The listing below should be printed in full and exactly, apart from its images.
————
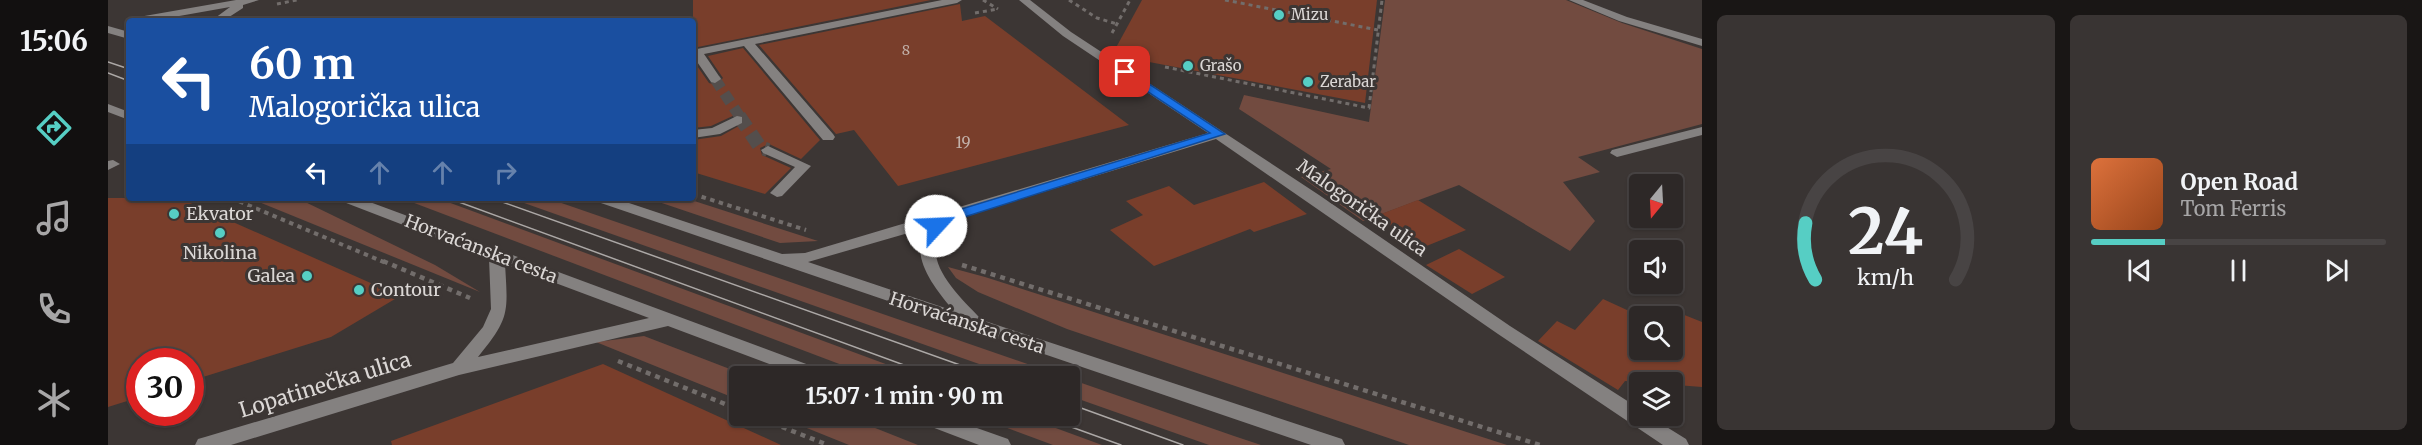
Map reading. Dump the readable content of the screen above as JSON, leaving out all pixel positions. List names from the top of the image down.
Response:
{
  "streets": {
    "street": ["Malogorička ulica", "Horvaćanska cesta", "Lopatinečka ulica"]
  },
  "crossings": [
    ["Horvaćanska cesta", "Lopatinečka ulica"]
  ],
  "places": [
    "Mizu",
    "Grašo",
    "Zerabar",
    "Ekvator",
    "Nikolina",
    "Galea",
    "Contour"
  ],
  "house_numbers": ["8", "19"],
  "north": "bottom",
  "page": {
    "tabs": "15:06",
    "turn": ["60 m", "Malogorička ulica"],
    "song": ["Open Road", "Tom Ferris"],
    "limit": "30",
    "trip": "15:07 · 1 min · 90 m",
    "gauge": ["24", "km/h"]
  }
}
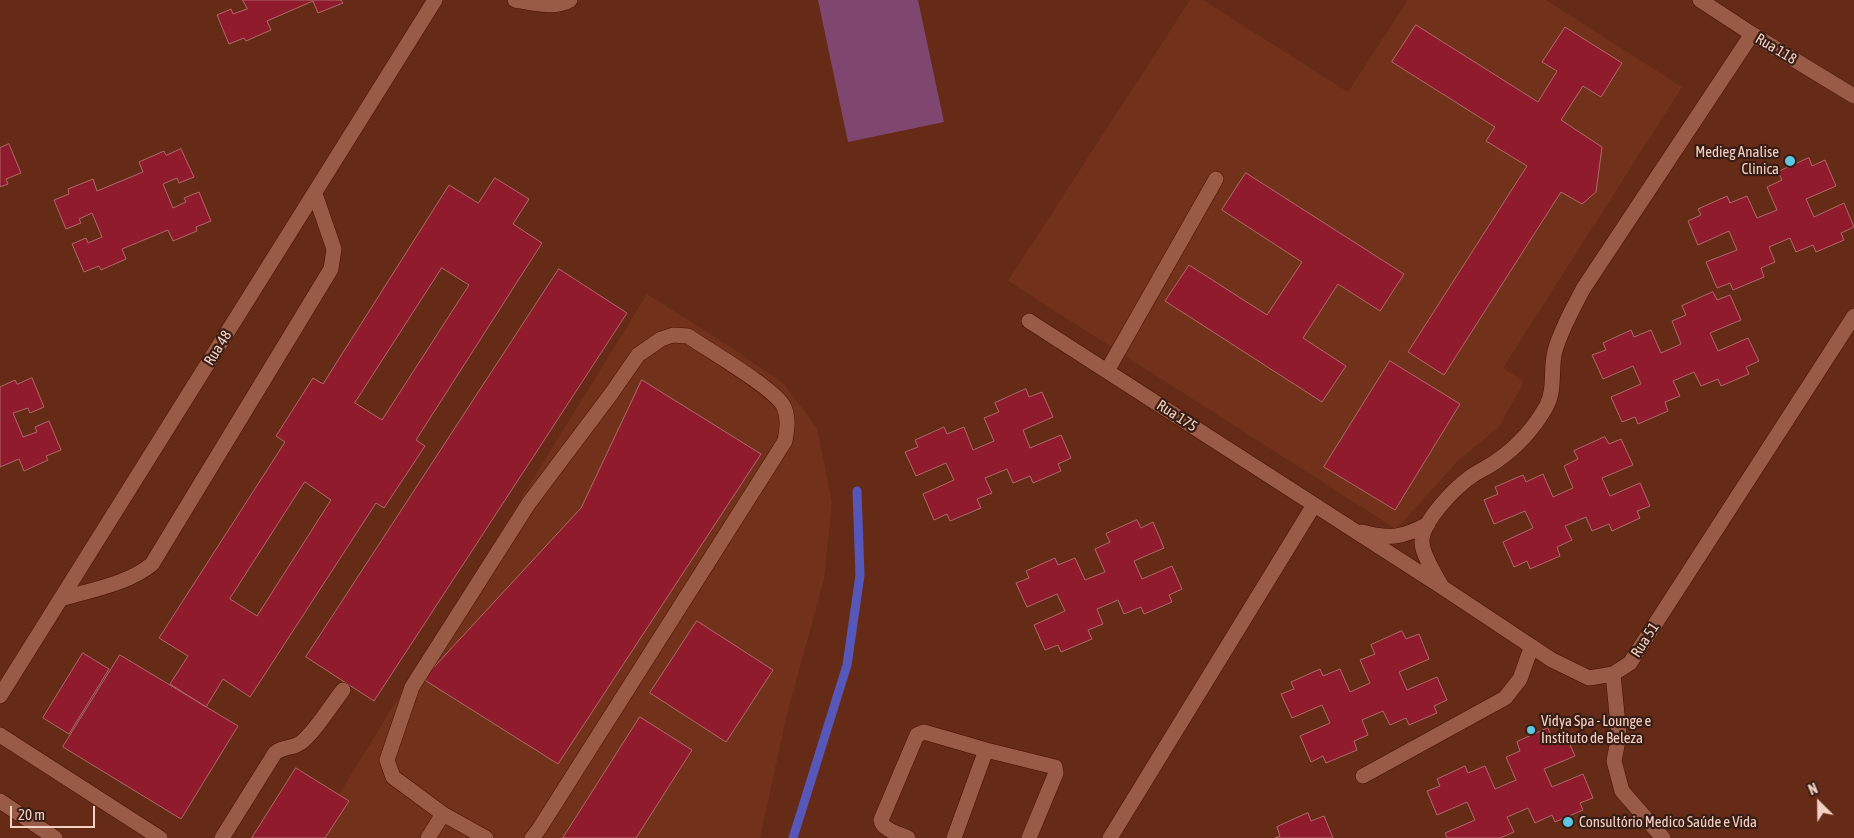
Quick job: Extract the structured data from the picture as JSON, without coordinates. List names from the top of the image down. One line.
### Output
{"streets":{"street":["Rua 118","Rua 48","Rua 175","Rua 51"]},"crossings":[["Rua 175","Rua 51"]],"places":["Medieg Analise Clinica","Vidya Spa - Lounge e Instituto de Beleza","Consultório Medico Saúde e Vida"],"scale_bar":"20 m","north":"top left"}
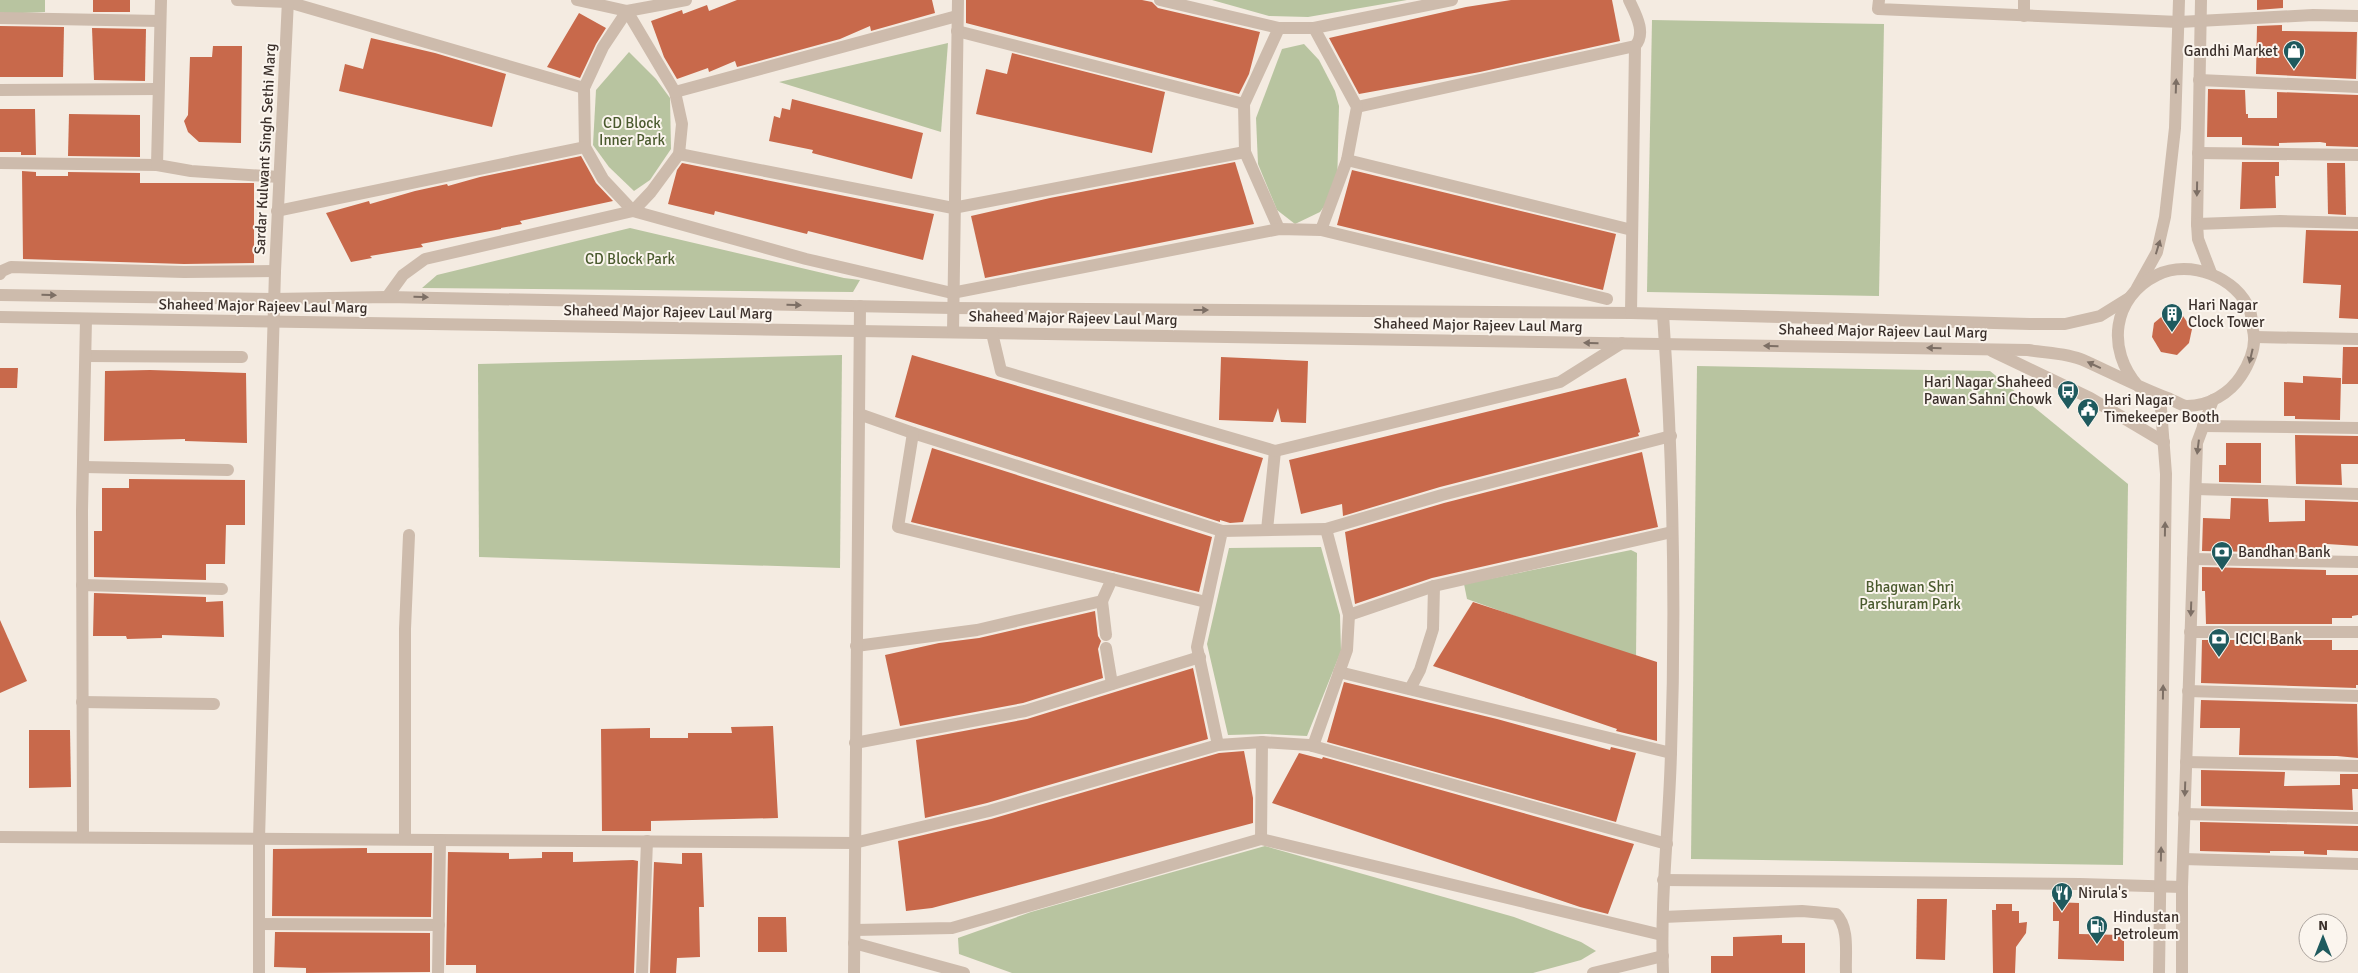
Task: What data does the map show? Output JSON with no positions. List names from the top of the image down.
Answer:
{
  "streets": {
    "street": ["Sardar Kulwant Singh Sethi Marg", "Shaheed Major Rajeev Laul Marg"]
  },
  "crossings": [
    ["Sardar Kulwant Singh Sethi Marg", "Shaheed Major Rajeev Laul Marg"]
  ],
  "parks": ["CD Block Inner Park", "CD Block Park", "Bhagwan Shri Parshuram Park"],
  "places": {
    "shop": ["Gandhi Market"],
    "building": ["Hari Nagar Clock Tower"],
    "bus stop": ["Hari Nagar Shaheed Pawan Sahni Chowk"],
    "public building": ["Hari Nagar Timekeeper Booth"],
    "bank": ["Bandhan Bank", "ICICI Bank"],
    "restaurant": ["Nirula's"],
    "fuel station": ["Hindustan Petroleum"]
  },
  "north": "top"
}
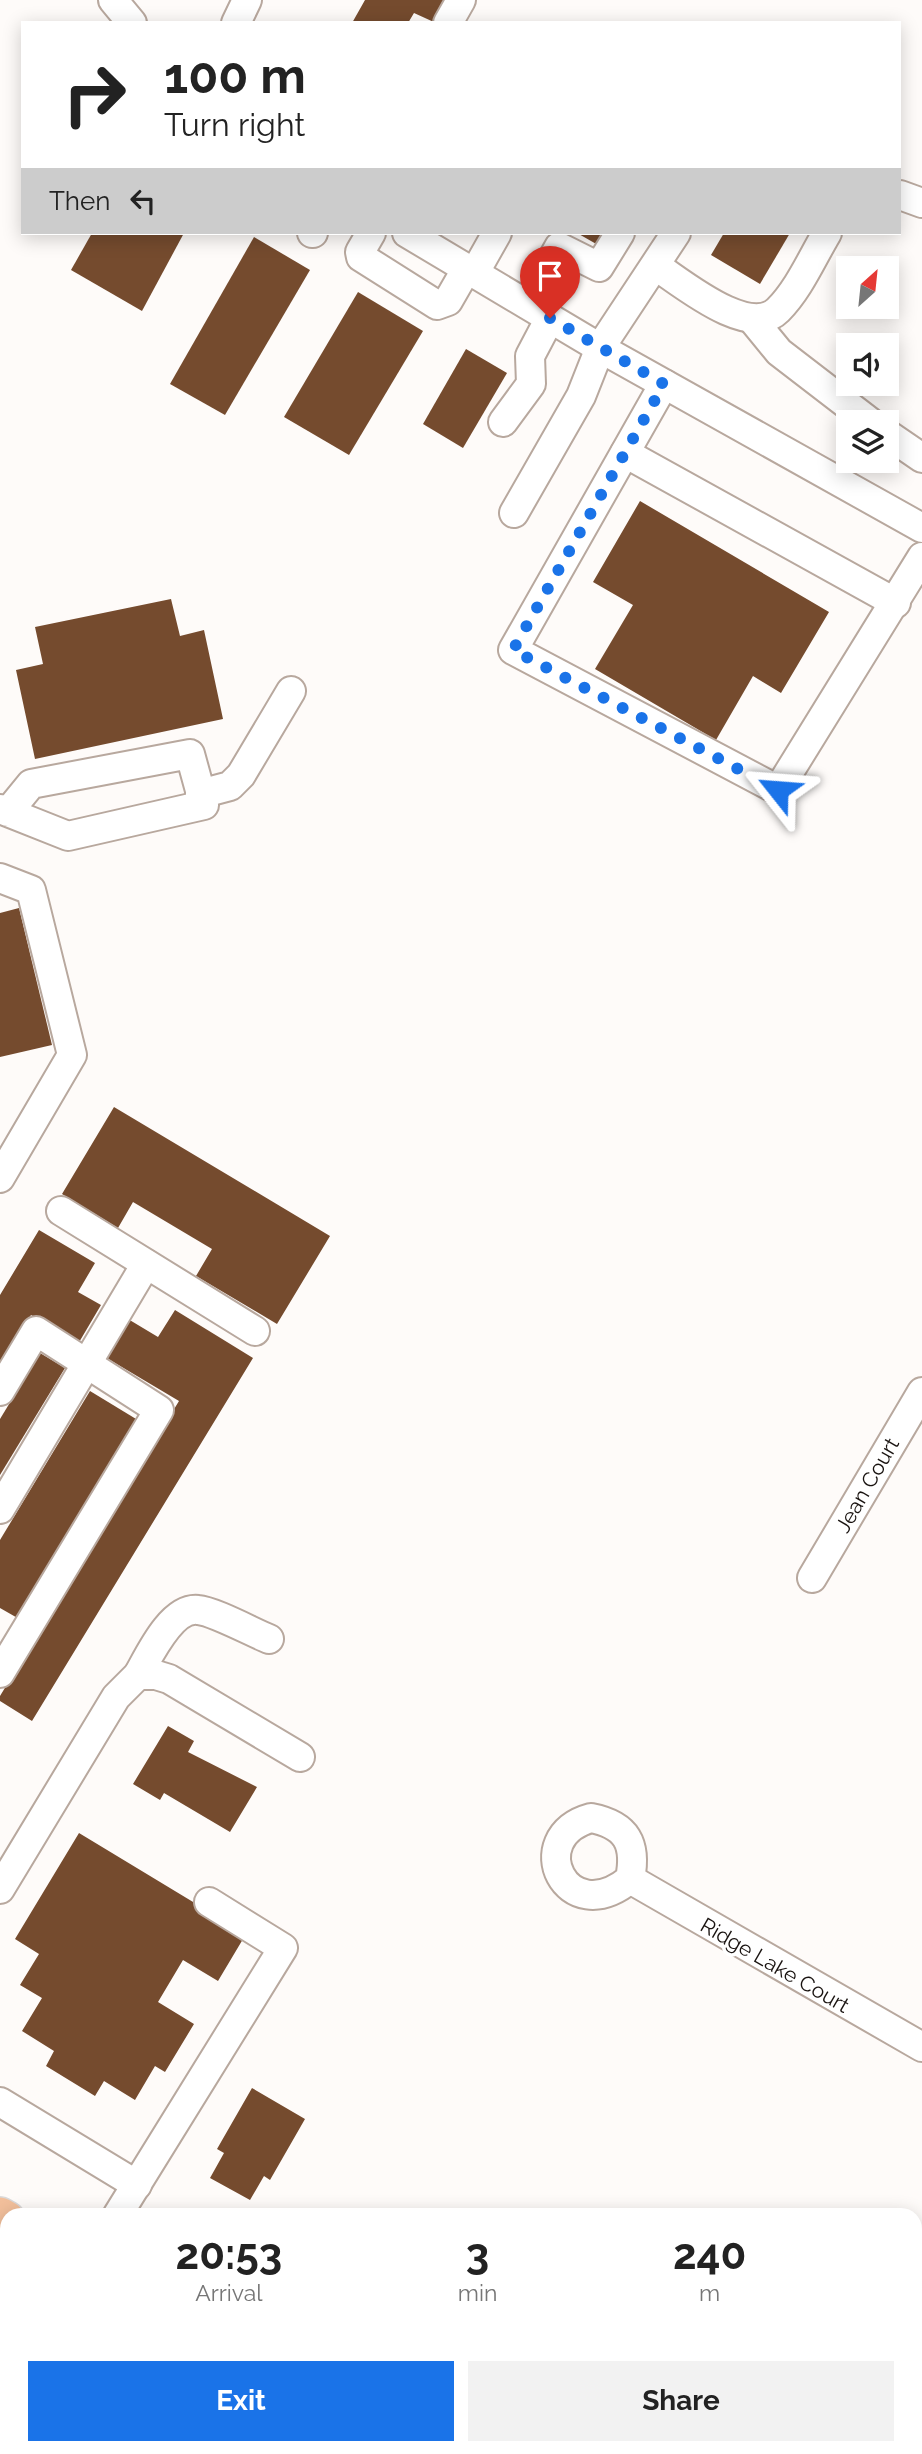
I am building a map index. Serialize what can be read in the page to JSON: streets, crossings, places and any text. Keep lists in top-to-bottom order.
————
RESULT OF THE EXERCISE:
Map reading. Dump the readable content of the screen above as JSON, leaving out all pixel positions. List names from the top of the image down.
Response:
{
  "streets": {
    "street": ["Malogorička ulica", "Horvaćanska cesta", "Lopatinečka ulica"]
  },
  "crossings": [
    ["Horvaćanska cesta", "Lopatinečka ulica"]
  ],
  "places": [
    "Mizu",
    "Grašo",
    "Zerabar",
    "Ekvator",
    "Nikolina",
    "Galea",
    "Contour"
  ],
  "house_numbers": ["8", "19"],
  "north": "bottom",
  "page": {
    "tabs": "15:06",
    "turn": ["60 m", "Malogorička ulica"],
    "song": ["Open Road", "Tom Ferris"],
    "limit": "30",
    "trip": "15:07 · 1 min · 90 m",
    "gauge": ["24", "km/h"]
  }
}
Quick job: Extract the structured data from the picture as JSON, without coordinates. List names from the top of the image down. One line.
### Output
{"streets":{"street":["Rua 118","Rua 48","Rua 175","Rua 51"]},"crossings":[["Rua 175","Rua 51"]],"places":["Medieg Analise Clinica","Vidya Spa - Lounge e Instituto de Beleza","Consultório Medico Saúde e Vida"],"scale_bar":"20 m","north":"top left"}
Task: What data does the map show? Output JSON with no positions. List names from the top of the image down.
Answer:
{
  "streets": {
    "street": ["Sardar Kulwant Singh Sethi Marg", "Shaheed Major Rajeev Laul Marg"]
  },
  "crossings": [
    ["Sardar Kulwant Singh Sethi Marg", "Shaheed Major Rajeev Laul Marg"]
  ],
  "parks": ["CD Block Inner Park", "CD Block Park", "Bhagwan Shri Parshuram Park"],
  "places": {
    "shop": ["Gandhi Market"],
    "building": ["Hari Nagar Clock Tower"],
    "bus stop": ["Hari Nagar Shaheed Pawan Sahni Chowk"],
    "public building": ["Hari Nagar Timekeeper Booth"],
    "bank": ["Bandhan Bank", "ICICI Bank"],
    "restaurant": ["Nirula's"],
    "fuel station": ["Hindustan Petroleum"]
  },
  "north": "top"
}
I am building a map index. Serialize what can be read in the page to JSON: streets, crossings, places and any text. Keep lists in top-to-bottom order.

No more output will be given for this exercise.